Case-specific advice for customizing the seller letter: which items to keep, which to remove, when to request credits instead of repairs, and how to calibrate tone for the transaction.
Every finding with severity, category, evidence basis, cost bracket, and citation to the original report. The full analytical record backing everything in both documents.
Every Termite Letter produces two documents. The sample below is the buyer intelligence report, which analyzes the WDO inspection and surfaces where your leverage sits. The second document is an editable draft letter you can send to the seller.
Sample
A sample report showing how WDO findings are classified by severity and lender sensitivity, grouped into contractor-scoped repair domains, and framed for negotiation. This is the private analytical document for the buyer and buyer's agent.
Every finding and cost estimate in the letter is tagged with one of five evidence tiers, so the reader can calibrate trust appropriately.
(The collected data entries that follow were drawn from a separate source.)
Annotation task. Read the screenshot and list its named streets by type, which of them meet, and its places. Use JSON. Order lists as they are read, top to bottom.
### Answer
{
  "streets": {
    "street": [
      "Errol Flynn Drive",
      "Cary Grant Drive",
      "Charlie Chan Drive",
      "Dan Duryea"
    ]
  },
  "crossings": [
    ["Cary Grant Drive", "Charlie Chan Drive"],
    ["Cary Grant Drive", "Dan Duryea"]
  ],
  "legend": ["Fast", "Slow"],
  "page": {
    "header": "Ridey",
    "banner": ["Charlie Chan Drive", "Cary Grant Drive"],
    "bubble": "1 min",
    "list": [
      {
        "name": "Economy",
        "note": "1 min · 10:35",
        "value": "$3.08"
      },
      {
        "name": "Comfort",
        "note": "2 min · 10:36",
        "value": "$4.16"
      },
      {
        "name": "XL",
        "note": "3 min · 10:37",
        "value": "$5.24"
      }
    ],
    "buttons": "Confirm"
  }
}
The same framework is used across all Shim products.
Directly stated in the WDO inspection report. The verbatim excerpt supports the claim with no interpretation. "Live subterranean termites observed at north sill plate."
Calculated from stated observations through straightforward inference. Total treatment scope derived from multiple stated findings. Structural implications derived from damage location.
Draws on knowledge not in the report: treatment cost ranges (industry benchmark), VA/FHA lender requirements (lending convention), regional termite pressure data (regional convention). Always labeled.
A single active termite infestation left untreated can cause thousands in structural damage. A WDO report with findings on a VA loan can delay or block closing if not addressed properly. $79 gets your client a private intelligence report and an editable repair request letter that turn a technical report into a negotiating instrument.
Covers both documents: the private buyer intelligence report and the editable seller repair request letter.
The fee is the same whether the deal closes, renegotiates, or collapses. Shim is not compensated on outcome, only on producing the analysis that helps the buyer respond to the inspection report with clarity and priority.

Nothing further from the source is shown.